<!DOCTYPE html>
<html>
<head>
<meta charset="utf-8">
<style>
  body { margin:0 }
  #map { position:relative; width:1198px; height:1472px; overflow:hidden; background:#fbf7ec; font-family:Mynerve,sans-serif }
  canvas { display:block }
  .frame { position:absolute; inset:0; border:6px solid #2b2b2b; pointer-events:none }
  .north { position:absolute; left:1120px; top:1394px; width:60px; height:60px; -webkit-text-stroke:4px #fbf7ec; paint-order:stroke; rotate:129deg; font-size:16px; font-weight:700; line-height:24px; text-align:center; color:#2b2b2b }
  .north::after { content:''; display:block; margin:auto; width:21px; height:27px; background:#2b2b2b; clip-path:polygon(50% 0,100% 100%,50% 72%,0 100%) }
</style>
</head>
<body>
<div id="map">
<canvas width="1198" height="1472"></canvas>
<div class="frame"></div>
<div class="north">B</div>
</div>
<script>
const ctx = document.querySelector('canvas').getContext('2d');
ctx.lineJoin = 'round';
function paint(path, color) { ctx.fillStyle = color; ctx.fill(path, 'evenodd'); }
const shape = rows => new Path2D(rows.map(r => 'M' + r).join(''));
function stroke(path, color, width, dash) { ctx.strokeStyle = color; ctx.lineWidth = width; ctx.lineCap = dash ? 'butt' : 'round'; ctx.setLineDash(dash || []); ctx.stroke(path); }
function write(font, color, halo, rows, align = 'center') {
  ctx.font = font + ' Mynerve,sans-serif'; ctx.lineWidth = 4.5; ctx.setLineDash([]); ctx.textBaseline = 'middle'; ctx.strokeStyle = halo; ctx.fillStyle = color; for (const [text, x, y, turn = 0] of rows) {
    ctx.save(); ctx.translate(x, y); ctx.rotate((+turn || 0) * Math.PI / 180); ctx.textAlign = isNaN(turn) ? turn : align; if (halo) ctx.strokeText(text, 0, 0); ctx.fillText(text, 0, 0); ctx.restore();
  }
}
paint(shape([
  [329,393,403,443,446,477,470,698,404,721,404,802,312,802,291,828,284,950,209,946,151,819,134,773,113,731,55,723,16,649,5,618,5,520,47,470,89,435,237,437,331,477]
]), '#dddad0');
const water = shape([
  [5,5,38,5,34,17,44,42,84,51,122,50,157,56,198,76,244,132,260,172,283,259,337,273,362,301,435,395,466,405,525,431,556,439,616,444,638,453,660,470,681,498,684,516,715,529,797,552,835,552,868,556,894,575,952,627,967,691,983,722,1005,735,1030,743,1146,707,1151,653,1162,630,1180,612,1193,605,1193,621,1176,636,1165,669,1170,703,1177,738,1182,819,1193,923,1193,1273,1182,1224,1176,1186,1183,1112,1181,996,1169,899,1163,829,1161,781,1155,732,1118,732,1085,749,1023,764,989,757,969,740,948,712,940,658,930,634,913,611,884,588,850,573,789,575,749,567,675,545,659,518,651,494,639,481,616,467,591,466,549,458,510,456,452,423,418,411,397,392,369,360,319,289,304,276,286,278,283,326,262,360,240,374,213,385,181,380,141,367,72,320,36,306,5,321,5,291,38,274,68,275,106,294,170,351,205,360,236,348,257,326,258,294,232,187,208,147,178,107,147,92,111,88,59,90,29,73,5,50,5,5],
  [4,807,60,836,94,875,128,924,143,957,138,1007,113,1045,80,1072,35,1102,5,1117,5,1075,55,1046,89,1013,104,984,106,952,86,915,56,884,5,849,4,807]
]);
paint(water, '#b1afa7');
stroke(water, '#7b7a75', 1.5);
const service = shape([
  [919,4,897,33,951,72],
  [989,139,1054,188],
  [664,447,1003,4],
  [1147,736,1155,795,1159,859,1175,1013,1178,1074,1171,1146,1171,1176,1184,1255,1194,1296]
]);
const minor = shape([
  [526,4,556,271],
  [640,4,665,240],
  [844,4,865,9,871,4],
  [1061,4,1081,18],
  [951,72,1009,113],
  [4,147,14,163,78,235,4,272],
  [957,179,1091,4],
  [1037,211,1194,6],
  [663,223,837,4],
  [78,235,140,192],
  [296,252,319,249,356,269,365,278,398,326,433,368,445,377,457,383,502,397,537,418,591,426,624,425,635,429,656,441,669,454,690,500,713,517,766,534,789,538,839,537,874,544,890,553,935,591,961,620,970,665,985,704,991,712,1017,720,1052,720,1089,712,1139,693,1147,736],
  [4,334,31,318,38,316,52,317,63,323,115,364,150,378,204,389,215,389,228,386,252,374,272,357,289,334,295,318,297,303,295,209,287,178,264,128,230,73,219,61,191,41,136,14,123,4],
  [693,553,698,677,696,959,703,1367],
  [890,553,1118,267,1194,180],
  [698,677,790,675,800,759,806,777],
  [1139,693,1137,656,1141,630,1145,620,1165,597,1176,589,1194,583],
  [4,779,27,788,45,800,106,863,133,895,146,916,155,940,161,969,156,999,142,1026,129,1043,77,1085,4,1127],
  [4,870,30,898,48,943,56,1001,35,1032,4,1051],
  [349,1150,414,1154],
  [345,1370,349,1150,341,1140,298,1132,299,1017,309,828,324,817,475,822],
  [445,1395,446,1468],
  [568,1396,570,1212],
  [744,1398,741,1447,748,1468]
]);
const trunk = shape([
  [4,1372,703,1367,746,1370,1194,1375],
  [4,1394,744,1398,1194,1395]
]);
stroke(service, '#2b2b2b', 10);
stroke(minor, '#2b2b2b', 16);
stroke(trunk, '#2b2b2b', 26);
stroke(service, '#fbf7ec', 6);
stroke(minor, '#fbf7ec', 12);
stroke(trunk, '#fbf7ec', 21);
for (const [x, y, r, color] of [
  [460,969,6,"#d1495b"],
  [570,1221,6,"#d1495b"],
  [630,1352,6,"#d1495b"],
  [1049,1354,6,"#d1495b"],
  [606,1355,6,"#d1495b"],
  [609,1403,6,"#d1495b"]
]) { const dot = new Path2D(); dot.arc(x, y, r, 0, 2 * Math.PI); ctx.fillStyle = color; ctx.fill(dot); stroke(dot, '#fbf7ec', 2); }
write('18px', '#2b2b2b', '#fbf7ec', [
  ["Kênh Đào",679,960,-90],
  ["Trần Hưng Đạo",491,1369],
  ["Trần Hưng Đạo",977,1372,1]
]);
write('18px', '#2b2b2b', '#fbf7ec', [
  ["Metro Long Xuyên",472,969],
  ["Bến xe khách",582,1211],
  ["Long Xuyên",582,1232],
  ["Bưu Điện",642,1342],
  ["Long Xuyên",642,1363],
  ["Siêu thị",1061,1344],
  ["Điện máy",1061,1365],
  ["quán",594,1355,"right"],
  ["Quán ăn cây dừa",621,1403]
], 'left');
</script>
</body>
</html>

Task requirements
Please filter the data down to the lines containing the word "lineWidth".

Response to the task
function stroke(path, color, width, dash) { ctx.strokeStyle = color; ctx.lineWidth = width; ctx.lineCap = dash ? 'butt' : 'round'; ctx.setLineDash(dash || []); ctx.stroke(path); }
  ctx.font = font + ' Mynerve,sans-serif'; ctx.lineWidth = 4.5; ctx.setLineDash([]); ctx.textBaseline = 'middle'; ctx.strokeStyle = halo; ctx.fillStyle = color; for (const [text, x, y, turn = 0] of rows) {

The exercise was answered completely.